I e-mailed two of the candidates Ms. McGarry endorsed, Susan Walker in District 5 and District 1’s Rhonda Lennon, to see how they feel about combating bullying in CMS schools, and noting that Ms. McGarry had voted against the new policy.

Rhonda Lennon, who, like McGarry, has been very active in the north county’s efforts for less-crowded schools, at first replied that she wasn’t sure why McGarry voted against the bullying policy (despite the issue having dominated school board news for a couple of weeks), and would get back to me. Later that day, she replied that she had “concerns that the only ones protected in the official bullying policy are the protected classes and the policy doesn’t cover the ENTIRE population ... I would have worked hard to make sure that our policy protect all students and not just the protected classes.
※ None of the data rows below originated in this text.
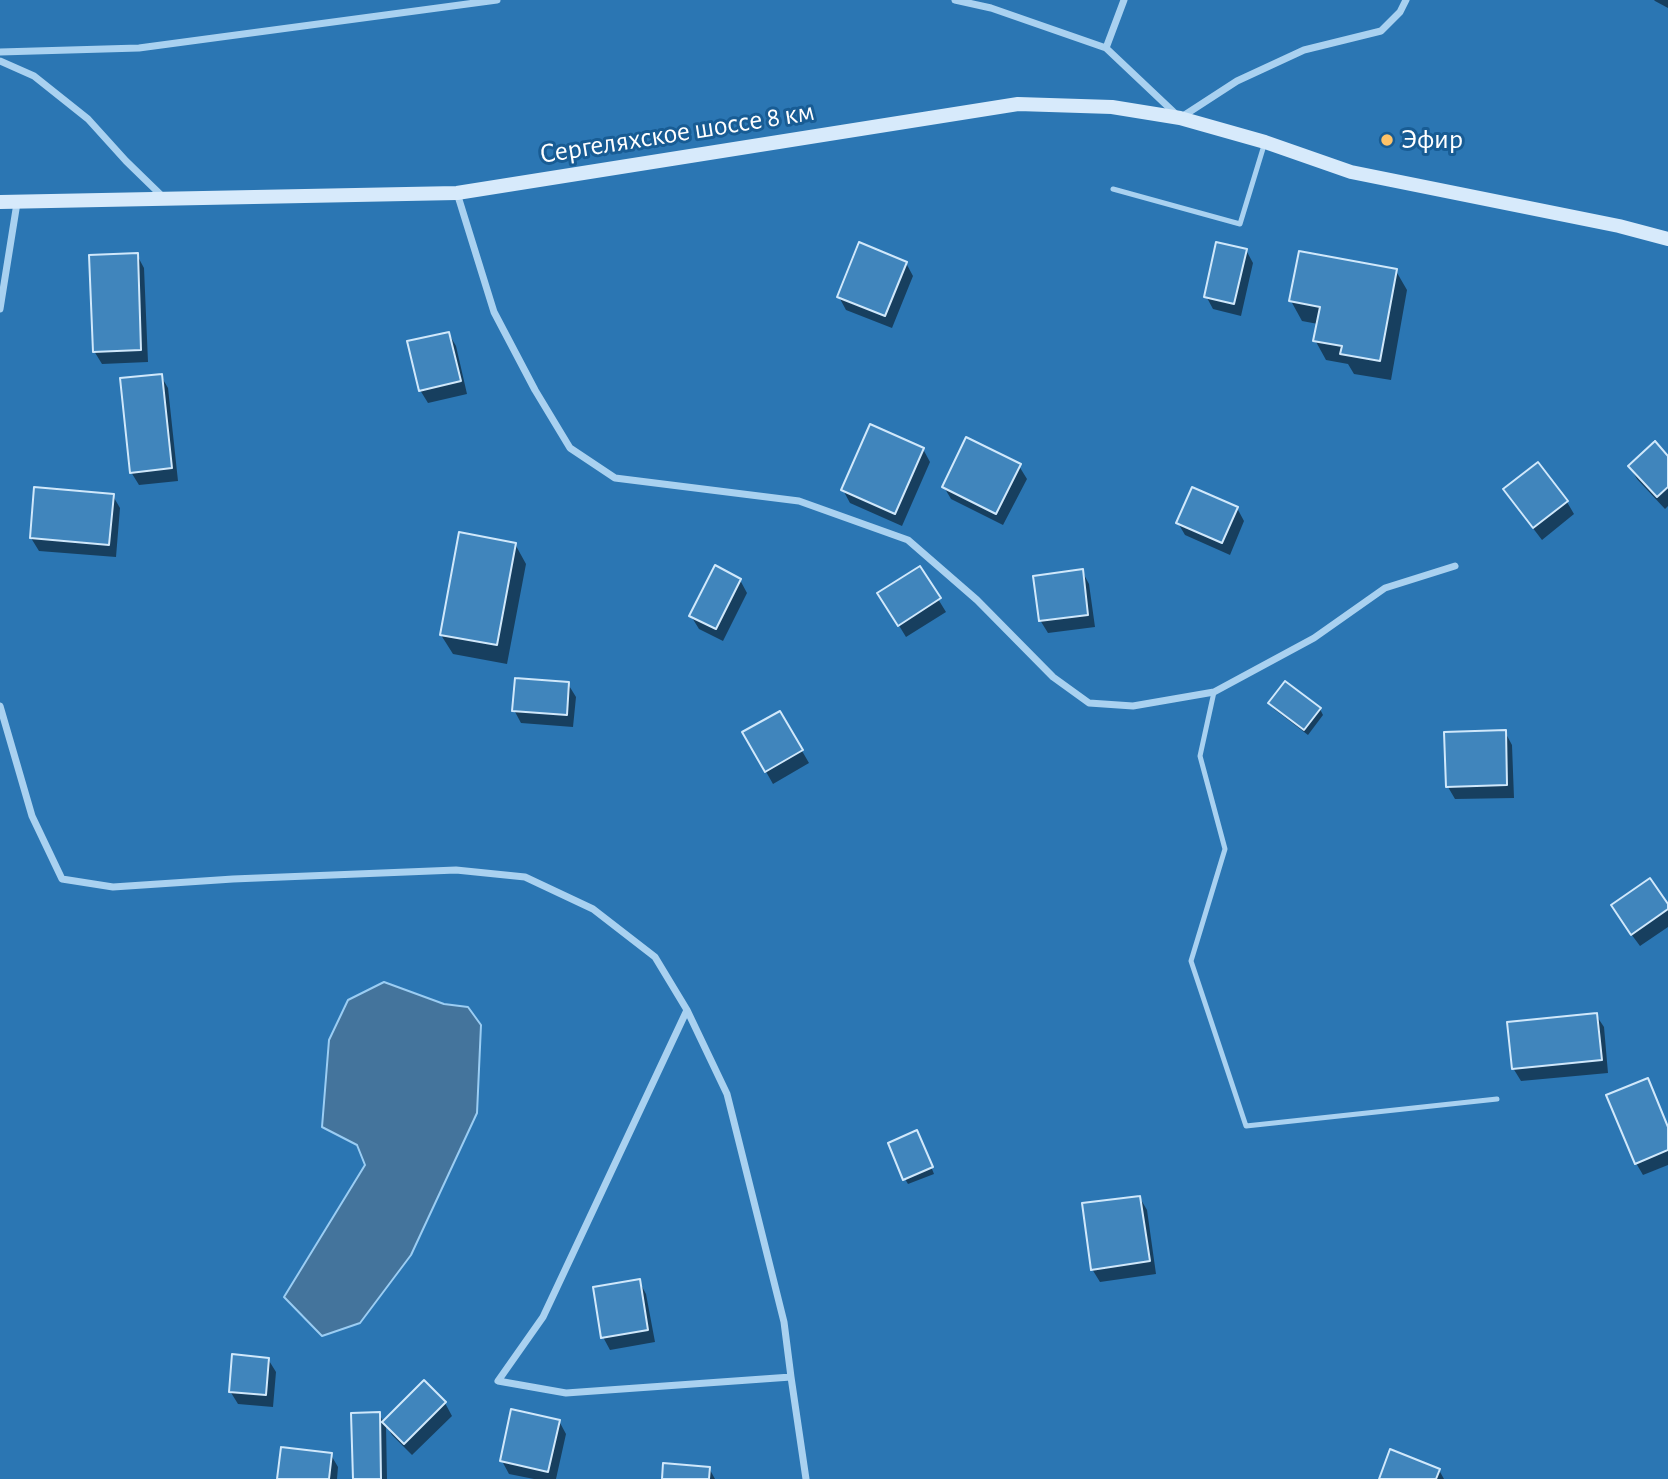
<!DOCTYPE html>
<meta charset="utf-8">
<style>
body{margin:0}
canvas{display:block;background:#185c94}
</style>
<canvas width="1668" height="1479"></canvas>
<script>
const g = document.querySelector('canvas').getContext('2d');
g.lineJoin = 'round';
function fill(path, color) { g.fillStyle = color; g.fill(path, 'evenodd'); }
const shape = rows => new Path2D(rows.map(r => 'M' + r).join(''));
function strokePath(path, color, width, dash) { g.strokeStyle = color; g.lineWidth = width; g.lineCap = dash ? 'butt' : 'round'; g.setLineDash(dash || []); g.stroke(path); }
function write(font, color, halo, rows, align = 'center') {
  g.font = font + ' "Alegreya Sans",sans-serif'; g.lineWidth = 6; g.setLineDash([]); g.textBaseline = 'middle'; g.strokeStyle = halo; g.fillStyle = color; for (const [text, x, y, turn = 0] of rows) {
    g.save(); g.translate(x, y); g.rotate((+turn || 0) * Math.PI / 180); g.textAlign = isNaN(turn) ? turn : align; if (halo) g.strokeText(text, 0, 0); g.fillText(text, 0, 0); g.restore();
  }
}
fill(shape([
 [0,0,1668,0,1668,1479,0,1479]
]), '#2b76b3');
const water = shape([
 [384,982,444,1004,468,1007,481,1025,477,1113,411,1255,360,1323,322,1336,284,1297,365,1165,357,1145,322,1127,329,1040,348,1000,384,982]
]);
fill(water, '#44749c');
strokePath(water, '#9bcdf3', 2);
fill(shape([
 [1654,0,1668,0,1668,8,1655,1],
 [1246,250,1253,263,1241,316,1213,309,1206,296],
 [137,255,144,268,148,362,102,364,94,351],
 [906,263,913,276,892,328,846,310,839,297],
 [1396,271,1407,290,1391,380,1354,374,1348,364,1326,360,1315,340,1318,324,1302,321,1291,301],
 [449,334,456,346,467,394,428,403,420,390],
 [161,376,168,388,178,481,139,485,131,472],
 [923,449,930,462,902,526,850,503,843,490],
 [1668,459,1668,506,1665,509,1637,479,1630,467],
 [1019,466,1027,479,1003,525,951,499,944,487],
 [113,496,120,508,116,557,39,551,31,538],
 [1513,502,1567,502,1574,514,1542,540],
 [1237,508,1244,521,1230,555,1185,535,1178,523],
 [515,544,526,564,507,664,453,654,441,635],
 [919,568,946,612,906,637,887,606],
 [1082,571,1089,584,1095,627,1048,633,1040,620],
 [740,580,747,593,723,641,699,629,691,616],
 [568,684,576,697,573,727,521,723,514,710],
 [1270,703,1320,709,1323,715,1308,735,1274,709],
 [780,713,809,763,773,784,744,733],
 [1505,732,1512,745,1514,798,1455,799,1448,787],
 [1668,907,1668,927,1640,946,1620,919],
 [1596,1015,1604,1027,1608,1073,1521,1081,1513,1068],
 [1647,1080,1668,1126,1668,1165,1643,1175,1636,1163],
 [920,1138,934,1174,908,1184,905,1179],
 [1140,1198,1147,1210,1156,1274,1100,1282,1092,1269],
 [639,1281,646,1294,655,1342,610,1350,603,1337],
 [268,1359,276,1372,273,1407,238,1404,230,1391],
 [445,1403,452,1416,412,1455,392,1435,386,1425,387,1479,355,1479,379,1413,384,1423],
 [559,1421,566,1434,556,1479,534,1479,509,1474,502,1461],
 [331,1455,338,1467,337,1479,279,1479],
 [709,1468,715,1479,664,1479],
 [1439,1470,1444,1479,1380,1479]
]), '#0007');
const building = shape([
 [859,242,907,262,885,316,837,297,859,242],
 [1216,242,1247,249,1234,304,1204,297,1216,242],
 [1299,251,1397,269,1380,361,1340,354,1342,346,1313,341,1320,307,1289,301,1299,251],
 [138,253,141,350,93,352,89,255,138,253],
 [449,332,461,381,419,391,407,341,449,332],
 [162,374,172,468,130,473,120,378,162,374],
 [870,424,924,448,895,514,841,490,870,424],
 [966,437,1021,464,996,514,942,487,966,437],
 [1655,441,1668,456,1668,487,1657,497,1628,466,1655,441],
 [1538,462,1568,501,1533,528,1503,489,1538,462],
 [34,487,114,494,109,545,30,538,34,487],
 [1192,487,1238,507,1222,543,1176,523,1192,487],
 [459,532,516,543,497,645,440,635,459,532],
 [715,565,741,579,716,629,689,616,715,565],
 [920,566,941,598,898,626,877,593,920,566],
 [1083,569,1088,615,1039,621,1033,576,1083,569],
 [515,678,569,682,567,715,512,711,515,678],
 [1285,681,1321,708,1304,730,1268,703,1285,681],
 [780,711,803,750,765,772,742,732,780,711],
 [1506,730,1507,785,1446,787,1444,732,1506,730],
 [1650,878,1668,904,1668,909,1631,935,1611,905,1650,878],
 [1597,1013,1602,1060,1512,1069,1507,1022,1597,1013],
 [1648,1078,1668,1127,1668,1150,1635,1164,1606,1095,1648,1078],
 [917,1130,933,1167,903,1180,888,1143,917,1130],
 [1140,1196,1150,1261,1091,1270,1082,1203,1140,1196],
 [640,1279,648,1330,601,1338,593,1287,640,1279],
 [232,1354,269,1358,266,1395,229,1392,232,1354],
 [424,1380,446,1402,404,1444,382,1422,424,1380],
 [511,1409,560,1420,548,1472,500,1461,511,1409],
 [380,1412,381,1479,353,1479,351,1413,380,1412],
 [281,1447,332,1453,329,1479,277,1479,281,1447],
 [1390,1449,1440,1469,1436,1479,1379,1479,1390,1449],
 [663,1463,710,1467,709,1479,662,1479,663,1463]
]);
fill(building, '#4085bc');
strokePath(building, '#d0e8fb', 2);
strokePath(shape([
 [1113,189,1240,224,1265,142],
 [1214,692,1200,756,1225,849,1191,961,1246,1126,1497,1099]
]), '#a9d1f0', 5);
strokePath(shape([
 [955,0,991,8,1106,48,1180,118,1237,81,1304,50,1381,31,1400,12,1406,0],
 [1106,48,1124,0],
 [0,52,139,48,497,0],
 [0,61,34,76,88,119,126,161,163,197],
 [457,193,494,312,535,390,570,448,615,478,799,501,908,540,977,600,1053,677,1089,703,1133,706,1214,692,1314,638,1385,588,1455,566],
 [0,309,17,203],
 [0,706,32,816,62,879,113,887,233,879,456,870,525,877,593,909,655,957,687,1010,543,1317,498,1381,566,1393,791,1377,784,1322,727,1094,687,1010],
 [791,1377,806,1479]
]), '#a9d1f0', 7);
strokePath(shape([
 [0,202,457,193,1018,104,1112,107,1180,118,1265,142,1351,172,1619,226,1668,239]
]), '#d7eafb', 14);
for (const [x, y, r, color] of [
 [1387,140,7,"#ffc368"]
]) { const dot = new Path2D(); dot.arc(x, y, r, 0, 2 * Math.PI); g.fillStyle = color; g.fill(dot); strokePath(dot, '#185c94', 2.5); }
write('28px', '#fff', '#185c94', [
 ["Сергеляхское шоссе 8 км",677,133,-9]
]);
write('28px', '#fff', '#185c94', [
 ["Эфир",1401,140]
], 'left');
</script>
I have witnessed bullying between 2 students of the exact same race, religion, and socioeconomic status — but under this policy the victim would not be protected. That is a great concern to me.”

These are similar arguments to those made by board members who opposed the policy, and they are equally inaccurate. Here is the entire policy, which specifically states, “The Board prohibits any and all forms of harassment or bullying on Board property or at Board-sanctioned events" (our emphasis); and specifies that freedom from harassment or bullying "includes, but is not limited to, freedom from harassment or bullying based on. . .[the list begins]” (again, our emphasis).

District 5 candidate Susan Walker answered our e-mail, saying she “would hope to eradicate bullying from our schools,” and that “I am not necessarily offended by the expansion but do have to question just how expansive the list needs to be. It could go on forever. At some point, common sense needs to prevail and administrators need to forbid any human vs human disrespect.” Which, if the candidates will read the actual policy, they will see is exactly what it was set up to do.